- What you will do:
Across all the entries, tally the lines holding the word "pixel", and give the number by itself.

- Source records:
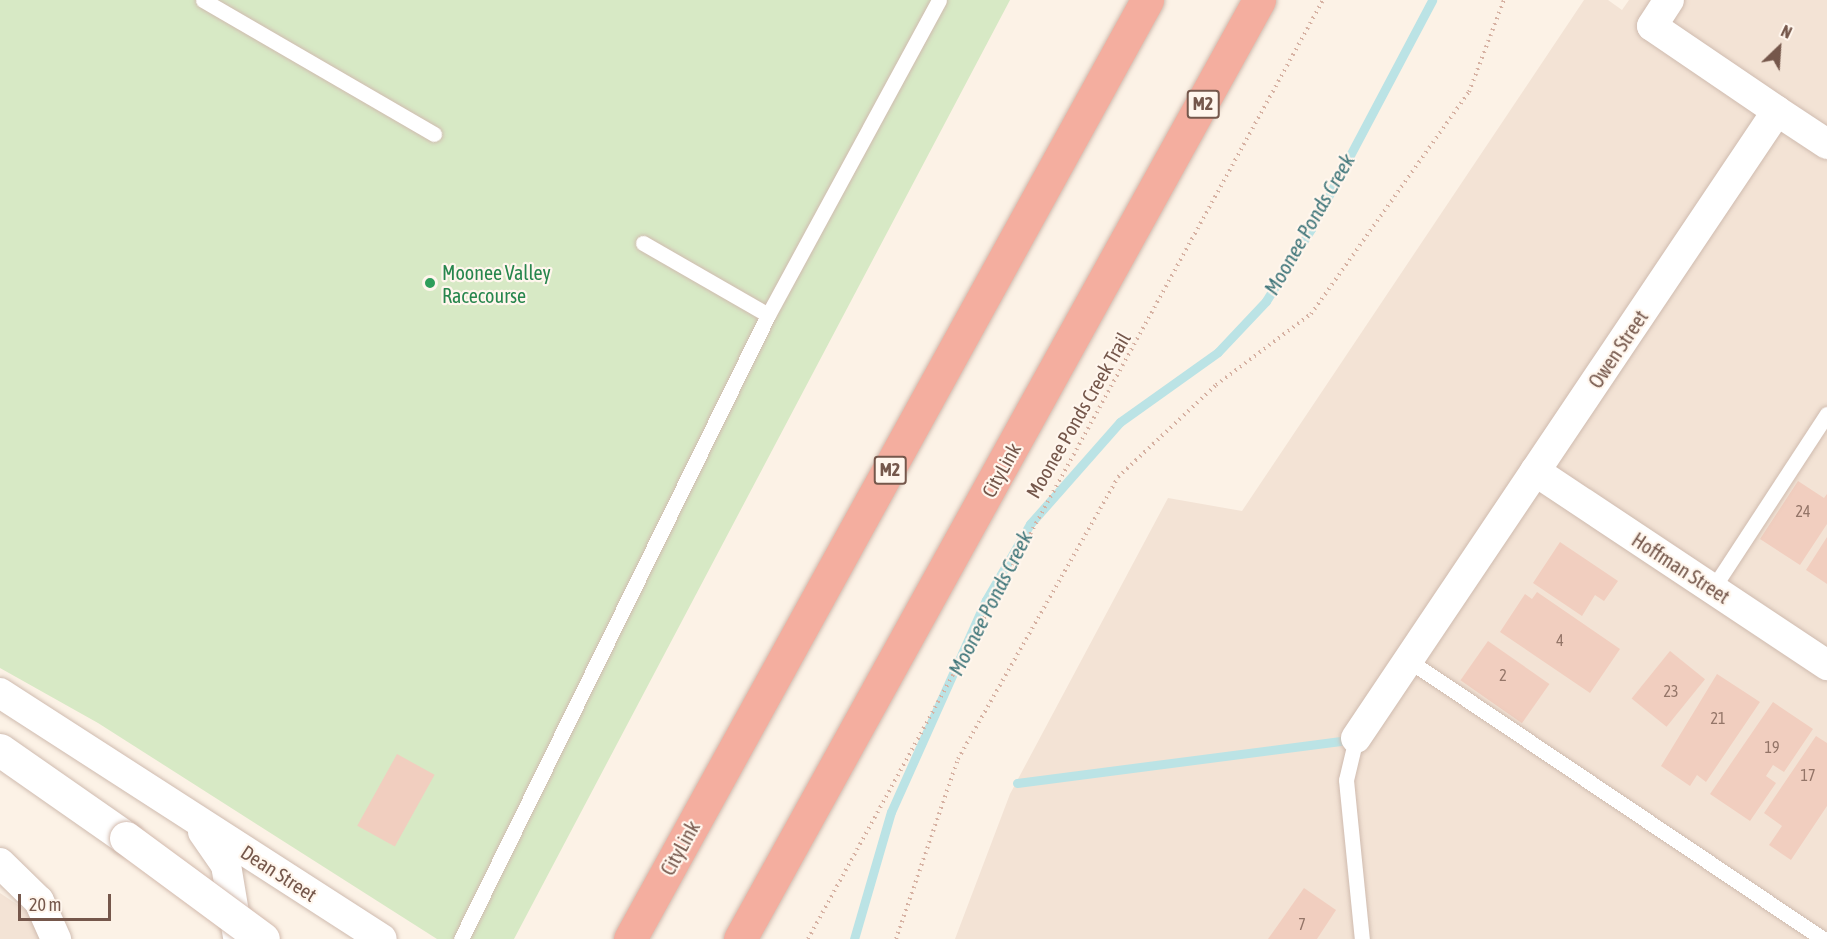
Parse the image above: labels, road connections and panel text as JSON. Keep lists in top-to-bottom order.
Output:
{
  "streets": {
    "highway": ["M2", "CityLink"],
    "street": ["Owen Street", "Hoffman Street", "Dean Street"],
    "path": ["Moonee Ponds Creek Trail"]
  },
  "crossings": [
    ["Owen Street", "Hoffman Street"]
  ],
  "water": ["Moonee Ponds Creek"],
  "places": ["Moonee Valley Racecourse"],
  "house_numbers": [
    "24",
    "4",
    "2",
    "23",
    "21",
    "19",
    "17",
    "7"
  ],
  "scale_bar": "20 m",
  "north": "top right"
}
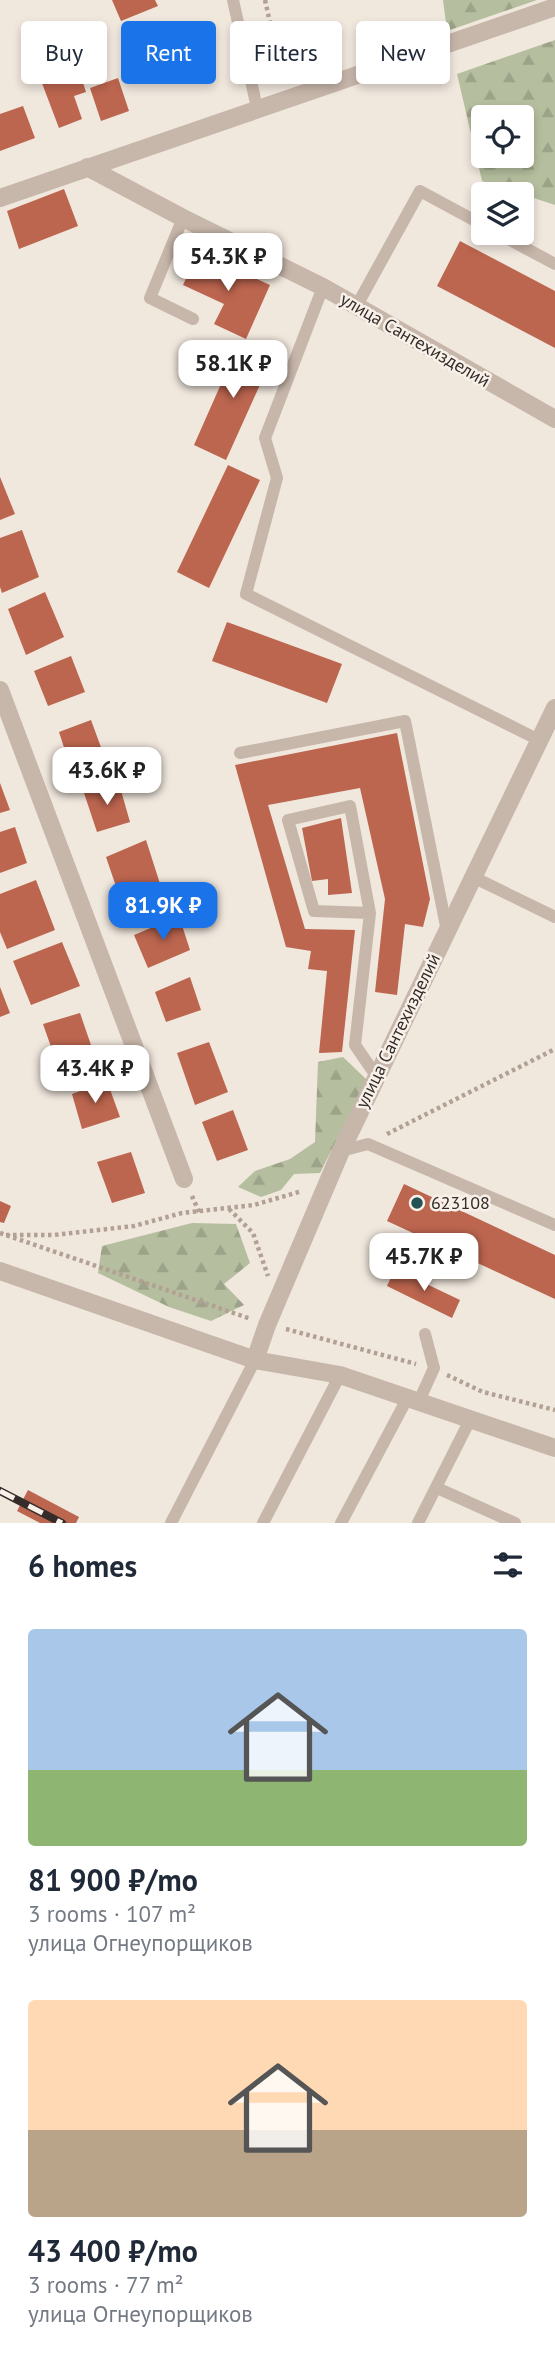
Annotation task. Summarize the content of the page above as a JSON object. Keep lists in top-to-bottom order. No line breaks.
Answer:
{"streets":{"street":["улица Сантехизделий"]},"places":["623108"],"page":{"chip":["Buy","Rent","Filters","New"],"price":["54.3K ₽","58.1K ₽","43.6K ₽","81.9K ₽","43.4K ₽","45.7K ₽"],"heading":"6 homes","list":[{"name":"81 900 ₽/mo","note":"3 rooms · 107 m² · улица Огнеупорщиков"},{"name":"43 400 ₽/mo","note":"3 rooms · 77 m² · улица Огнеупорщиков"}]}}
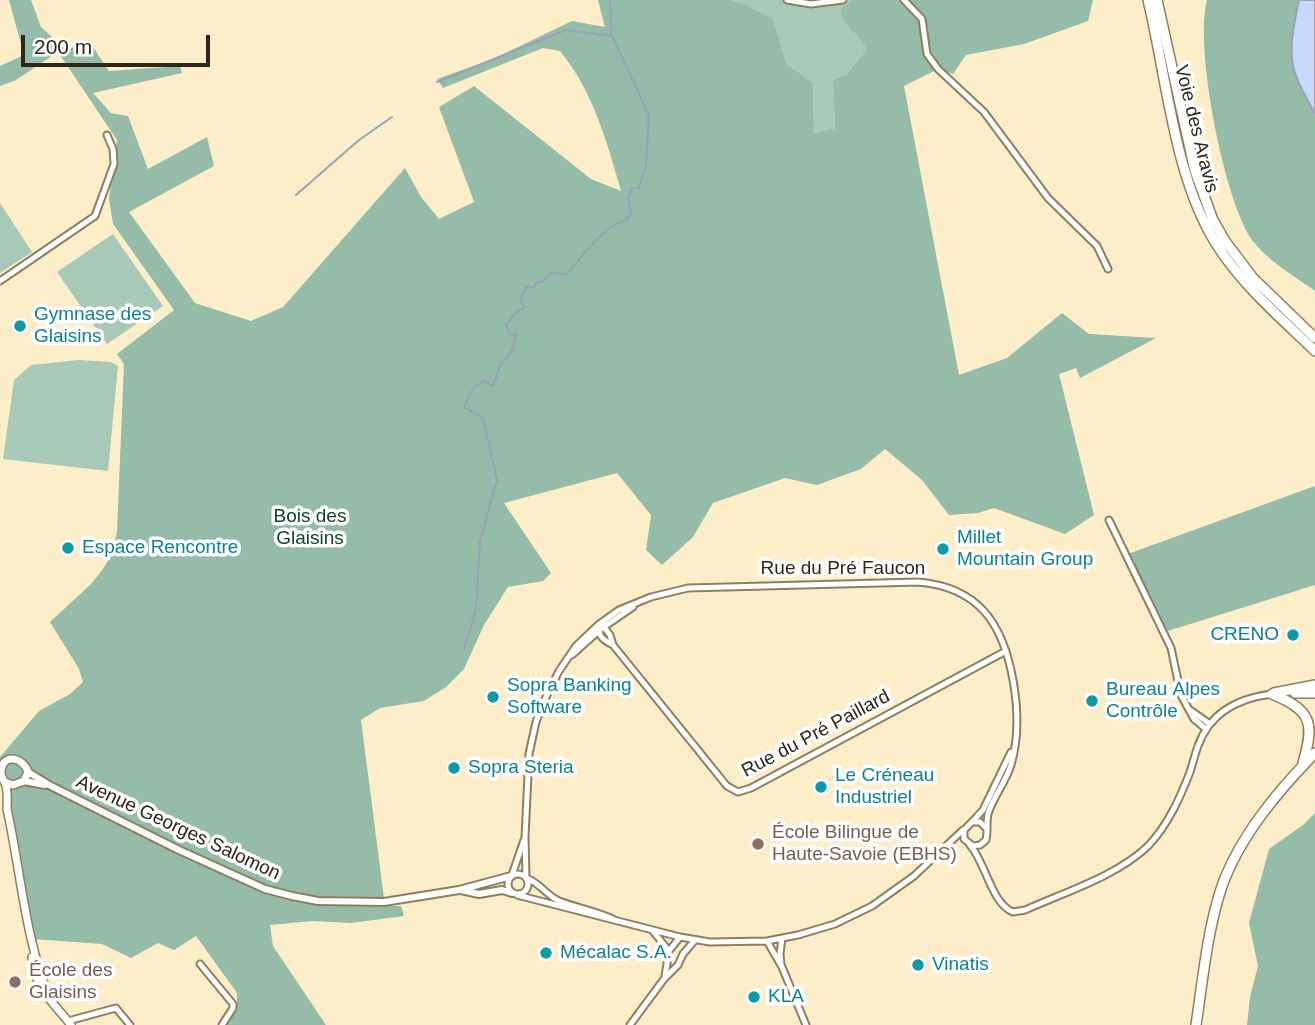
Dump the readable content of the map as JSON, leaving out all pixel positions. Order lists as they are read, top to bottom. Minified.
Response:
{"streets":{"highway":["Voie des Aravis"],"street":["Rue du Pré Faucon","Rue du Pré Paillard","Avenue Georges Salomon"]},"crossings":[["Rue du Pré Faucon","Rue du Pré Paillard"],["Rue du Pré Faucon","Avenue Georges Salomon"]],"parks":["Bois des Glaisins"],"places":["Gymnase des Glaisins","Espace Rencontre","Millet Mountain Group","CRENO","Sopra Banking Software","Bureau Alpes Contrôle","Sopra Steria","Le Créneau Industriel","École Bilingue de Haute-Savoie (EBHS)","Mécalac S.A.","Vinatis","École des Glaisins","KLA"],"scale_bar":"200 m"}
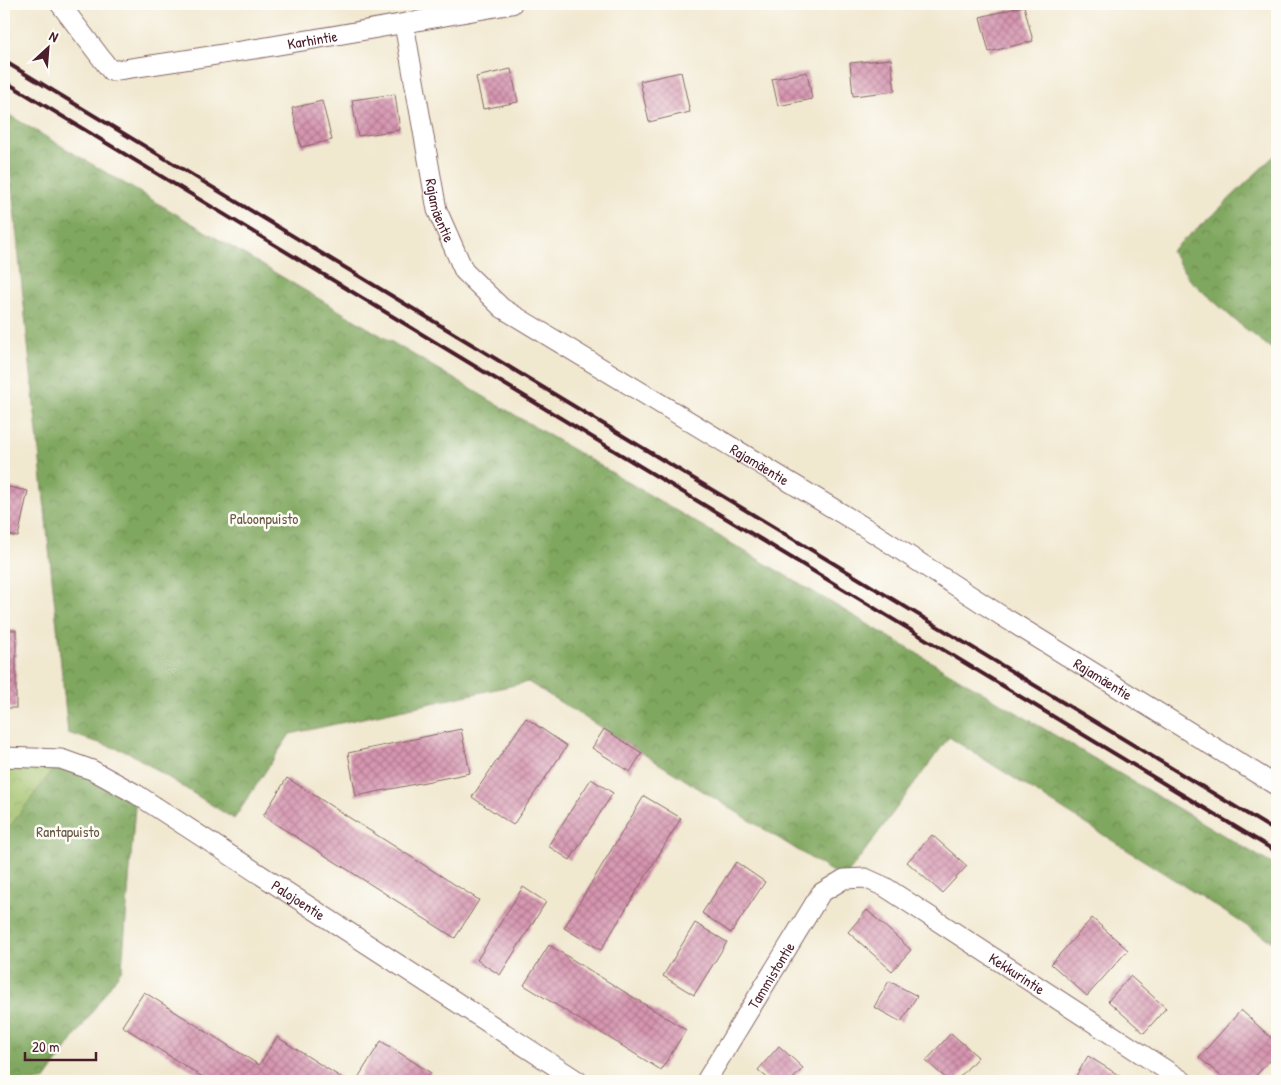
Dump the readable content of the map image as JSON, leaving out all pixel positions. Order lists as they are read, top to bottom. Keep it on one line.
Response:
{"streets":{"street":["Karhintie","Rajamäentie","Palojoentie","Kekkurintie","Tammistontie"]},"crossings":[["Karhintie","Rajamäentie"],["Kekkurintie","Tammistontie"]],"parks":["Paloonpuisto","Rantapuisto"],"scale_bar":"20 m","north":"top right"}
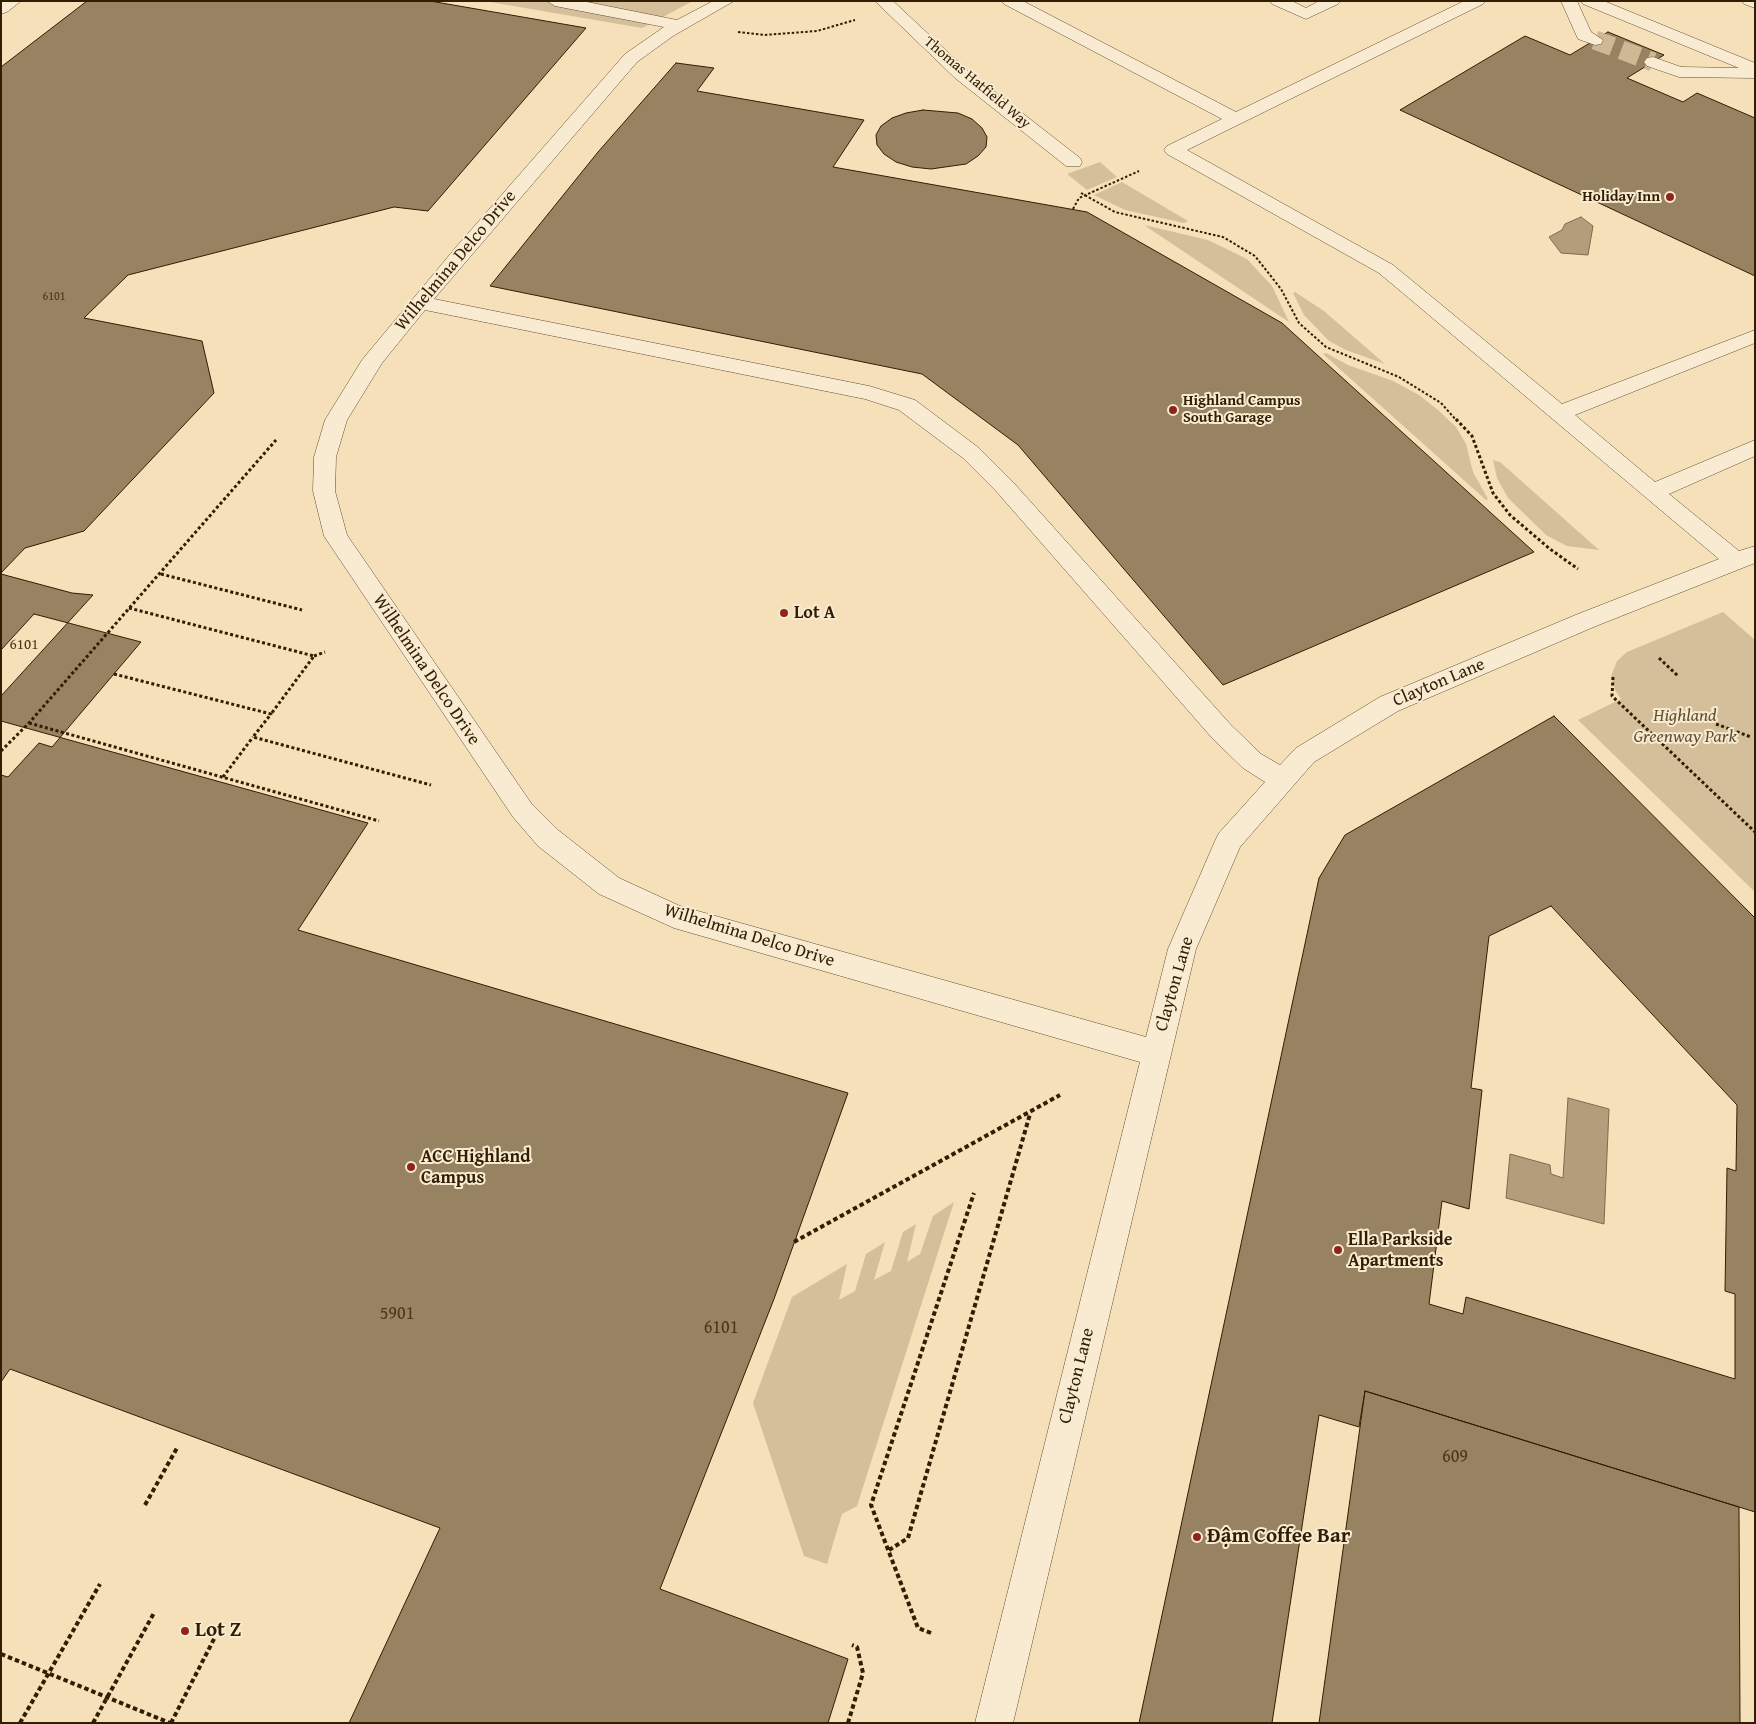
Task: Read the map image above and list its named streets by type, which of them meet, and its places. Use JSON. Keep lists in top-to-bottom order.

- Expected answer:
2